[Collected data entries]
━━━━━━━━

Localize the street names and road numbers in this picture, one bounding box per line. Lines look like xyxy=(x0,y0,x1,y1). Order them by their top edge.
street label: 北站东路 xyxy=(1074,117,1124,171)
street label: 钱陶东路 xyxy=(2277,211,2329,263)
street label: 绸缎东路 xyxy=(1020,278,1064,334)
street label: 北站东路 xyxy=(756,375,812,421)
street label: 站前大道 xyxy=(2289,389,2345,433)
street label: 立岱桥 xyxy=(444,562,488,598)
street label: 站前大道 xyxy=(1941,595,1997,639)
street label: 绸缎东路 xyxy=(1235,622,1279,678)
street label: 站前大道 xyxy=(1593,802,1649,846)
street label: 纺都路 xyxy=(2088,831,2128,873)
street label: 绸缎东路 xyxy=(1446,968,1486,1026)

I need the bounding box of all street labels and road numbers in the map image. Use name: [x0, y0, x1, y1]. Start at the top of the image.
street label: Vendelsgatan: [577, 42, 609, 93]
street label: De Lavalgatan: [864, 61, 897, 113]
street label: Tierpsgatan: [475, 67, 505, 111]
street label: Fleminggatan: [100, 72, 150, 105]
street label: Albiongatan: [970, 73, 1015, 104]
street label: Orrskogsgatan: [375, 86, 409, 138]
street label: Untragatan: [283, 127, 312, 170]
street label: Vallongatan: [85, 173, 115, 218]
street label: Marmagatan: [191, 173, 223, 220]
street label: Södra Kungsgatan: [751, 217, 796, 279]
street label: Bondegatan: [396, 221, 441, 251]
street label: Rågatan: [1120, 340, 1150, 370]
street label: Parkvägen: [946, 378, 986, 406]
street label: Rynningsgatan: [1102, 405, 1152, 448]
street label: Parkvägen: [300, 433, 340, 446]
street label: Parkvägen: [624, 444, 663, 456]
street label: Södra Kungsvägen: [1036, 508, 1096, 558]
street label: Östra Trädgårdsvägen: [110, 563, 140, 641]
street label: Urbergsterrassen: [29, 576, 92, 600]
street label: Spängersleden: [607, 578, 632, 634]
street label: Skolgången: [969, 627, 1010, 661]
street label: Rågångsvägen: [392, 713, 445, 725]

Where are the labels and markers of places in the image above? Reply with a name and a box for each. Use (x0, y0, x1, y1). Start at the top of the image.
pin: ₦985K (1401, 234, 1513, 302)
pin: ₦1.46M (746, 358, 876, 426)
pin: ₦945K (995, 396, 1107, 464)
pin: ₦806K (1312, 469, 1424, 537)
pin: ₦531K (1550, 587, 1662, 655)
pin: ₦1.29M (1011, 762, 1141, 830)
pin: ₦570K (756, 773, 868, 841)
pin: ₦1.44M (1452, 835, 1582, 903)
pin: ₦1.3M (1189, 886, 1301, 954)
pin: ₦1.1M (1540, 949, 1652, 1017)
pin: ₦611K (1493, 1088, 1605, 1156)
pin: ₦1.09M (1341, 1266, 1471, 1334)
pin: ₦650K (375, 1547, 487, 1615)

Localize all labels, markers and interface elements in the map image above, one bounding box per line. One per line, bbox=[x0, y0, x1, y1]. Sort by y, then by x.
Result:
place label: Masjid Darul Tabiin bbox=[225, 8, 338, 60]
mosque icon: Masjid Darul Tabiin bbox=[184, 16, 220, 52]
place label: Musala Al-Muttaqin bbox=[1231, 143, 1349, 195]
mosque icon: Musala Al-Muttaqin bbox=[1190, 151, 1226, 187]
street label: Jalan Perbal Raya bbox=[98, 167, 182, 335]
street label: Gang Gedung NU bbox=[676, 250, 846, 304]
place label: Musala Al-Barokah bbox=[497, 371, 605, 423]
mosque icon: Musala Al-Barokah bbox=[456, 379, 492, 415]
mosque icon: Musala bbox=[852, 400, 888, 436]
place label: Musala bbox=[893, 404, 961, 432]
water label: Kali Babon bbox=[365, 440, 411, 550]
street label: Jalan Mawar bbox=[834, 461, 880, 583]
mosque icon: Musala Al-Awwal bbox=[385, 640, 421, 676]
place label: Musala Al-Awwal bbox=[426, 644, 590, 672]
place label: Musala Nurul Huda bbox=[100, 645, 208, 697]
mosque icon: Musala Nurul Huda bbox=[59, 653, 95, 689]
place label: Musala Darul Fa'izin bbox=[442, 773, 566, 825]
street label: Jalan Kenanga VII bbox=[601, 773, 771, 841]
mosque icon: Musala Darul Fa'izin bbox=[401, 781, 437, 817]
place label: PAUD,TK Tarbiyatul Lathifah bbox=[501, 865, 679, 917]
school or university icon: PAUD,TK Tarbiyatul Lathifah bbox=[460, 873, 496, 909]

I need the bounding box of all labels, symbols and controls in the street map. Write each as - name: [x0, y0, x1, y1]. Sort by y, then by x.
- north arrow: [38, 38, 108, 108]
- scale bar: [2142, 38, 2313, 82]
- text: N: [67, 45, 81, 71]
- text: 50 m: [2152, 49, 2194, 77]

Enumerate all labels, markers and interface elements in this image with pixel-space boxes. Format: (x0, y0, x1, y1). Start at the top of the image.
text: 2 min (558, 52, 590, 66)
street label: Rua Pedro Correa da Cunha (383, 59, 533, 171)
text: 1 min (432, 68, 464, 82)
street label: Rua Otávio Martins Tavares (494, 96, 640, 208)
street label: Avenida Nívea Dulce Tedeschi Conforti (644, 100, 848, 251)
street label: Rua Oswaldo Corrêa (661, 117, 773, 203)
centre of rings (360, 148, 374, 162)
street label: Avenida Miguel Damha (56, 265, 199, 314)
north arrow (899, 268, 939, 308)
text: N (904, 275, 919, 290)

━━━━━━━━

■ **ACTIVITY**
All the records shown above need to be given again exactly.

■ **SOLUTION TO THE EXERCISE**
Localize the street names and road numbers in this picture, one bounding box per line. Lines look like xyxy=(x0,y0,x1,y1). Order them by their top edge.
street label: 北站东路 xyxy=(1074,117,1124,171)
street label: 钱陶东路 xyxy=(2277,211,2329,263)
street label: 绸缎东路 xyxy=(1020,278,1064,334)
street label: 北站东路 xyxy=(756,375,812,421)
street label: 站前大道 xyxy=(2289,389,2345,433)
street label: 立岱桥 xyxy=(444,562,488,598)
street label: 站前大道 xyxy=(1941,595,1997,639)
street label: 绸缎东路 xyxy=(1235,622,1279,678)
street label: 站前大道 xyxy=(1593,802,1649,846)
street label: 纺都路 xyxy=(2088,831,2128,873)
street label: 绸缎东路 xyxy=(1446,968,1486,1026)

I need the bounding box of all street labels and road numbers in the map image. Use name: [x0, y0, x1, y1]. Start at the top of the image.
street label: Vendelsgatan: [577, 42, 609, 93]
street label: De Lavalgatan: [864, 61, 897, 113]
street label: Tierpsgatan: [475, 67, 505, 111]
street label: Fleminggatan: [100, 72, 150, 105]
street label: Albiongatan: [970, 73, 1015, 104]
street label: Orrskogsgatan: [375, 86, 409, 138]
street label: Untragatan: [283, 127, 312, 170]
street label: Vallongatan: [85, 173, 115, 218]
street label: Marmagatan: [191, 173, 223, 220]
street label: Södra Kungsgatan: [751, 217, 796, 279]
street label: Bondegatan: [396, 221, 441, 251]
street label: Rågatan: [1120, 340, 1150, 370]
street label: Parkvägen: [946, 378, 986, 406]
street label: Rynningsgatan: [1102, 405, 1152, 448]
street label: Parkvägen: [300, 433, 340, 446]
street label: Parkvägen: [624, 444, 663, 456]
street label: Södra Kungsvägen: [1036, 508, 1096, 558]
street label: Östra Trädgårdsvägen: [110, 563, 140, 641]
street label: Urbergsterrassen: [29, 576, 92, 600]
street label: Spängersleden: [607, 578, 632, 634]
street label: Skolgången: [969, 627, 1010, 661]
street label: Rågångsvägen: [392, 713, 445, 725]

Where are the labels and markers of places in the image above? Reply with a name and a box for each. Use (x0, y0, x1, y1). Start at the top of the image.
pin: ₦985K (1401, 234, 1513, 302)
pin: ₦1.46M (746, 358, 876, 426)
pin: ₦945K (995, 396, 1107, 464)
pin: ₦806K (1312, 469, 1424, 537)
pin: ₦531K (1550, 587, 1662, 655)
pin: ₦1.29M (1011, 762, 1141, 830)
pin: ₦570K (756, 773, 868, 841)
pin: ₦1.44M (1452, 835, 1582, 903)
pin: ₦1.3M (1189, 886, 1301, 954)
pin: ₦1.1M (1540, 949, 1652, 1017)
pin: ₦611K (1493, 1088, 1605, 1156)
pin: ₦1.09M (1341, 1266, 1471, 1334)
pin: ₦650K (375, 1547, 487, 1615)

Localize all labels, markers and interface elements in the map image above, one bounding box per line. One per line, bbox=[x0, y0, x1, y1]. Sort by y, then by x.
Result:
place label: Masjid Darul Tabiin bbox=[225, 8, 338, 60]
mosque icon: Masjid Darul Tabiin bbox=[184, 16, 220, 52]
place label: Musala Al-Muttaqin bbox=[1231, 143, 1349, 195]
mosque icon: Musala Al-Muttaqin bbox=[1190, 151, 1226, 187]
street label: Jalan Perbal Raya bbox=[98, 167, 182, 335]
street label: Gang Gedung NU bbox=[676, 250, 846, 304]
place label: Musala Al-Barokah bbox=[497, 371, 605, 423]
mosque icon: Musala Al-Barokah bbox=[456, 379, 492, 415]
mosque icon: Musala bbox=[852, 400, 888, 436]
place label: Musala bbox=[893, 404, 961, 432]
water label: Kali Babon bbox=[365, 440, 411, 550]
street label: Jalan Mawar bbox=[834, 461, 880, 583]
mosque icon: Musala Al-Awwal bbox=[385, 640, 421, 676]
place label: Musala Al-Awwal bbox=[426, 644, 590, 672]
place label: Musala Nurul Huda bbox=[100, 645, 208, 697]
mosque icon: Musala Nurul Huda bbox=[59, 653, 95, 689]
place label: Musala Darul Fa'izin bbox=[442, 773, 566, 825]
street label: Jalan Kenanga VII bbox=[601, 773, 771, 841]
mosque icon: Musala Darul Fa'izin bbox=[401, 781, 437, 817]
place label: PAUD,TK Tarbiyatul Lathifah bbox=[501, 865, 679, 917]
school or university icon: PAUD,TK Tarbiyatul Lathifah bbox=[460, 873, 496, 909]

I need the bounding box of all labels, symbols and controls in the street map. Write each as - name: [x0, y0, x1, y1]. Sort by y, then by x.
- north arrow: [38, 38, 108, 108]
- scale bar: [2142, 38, 2313, 82]
- text: N: [67, 45, 81, 71]
- text: 50 m: [2152, 49, 2194, 77]

Enumerate all labels, markers and interface elements in this image with pixel-space boxes. Format: (x0, y0, x1, y1). Start at the top of the image.
text: 2 min (558, 52, 590, 66)
street label: Rua Pedro Correa da Cunha (383, 59, 533, 171)
text: 1 min (432, 68, 464, 82)
street label: Rua Otávio Martins Tavares (494, 96, 640, 208)
street label: Avenida Nívea Dulce Tedeschi Conforti (644, 100, 848, 251)
street label: Rua Oswaldo Corrêa (661, 117, 773, 203)
centre of rings (360, 148, 374, 162)
street label: Avenida Miguel Damha (56, 265, 199, 314)
north arrow (899, 268, 939, 308)
text: N (904, 275, 919, 290)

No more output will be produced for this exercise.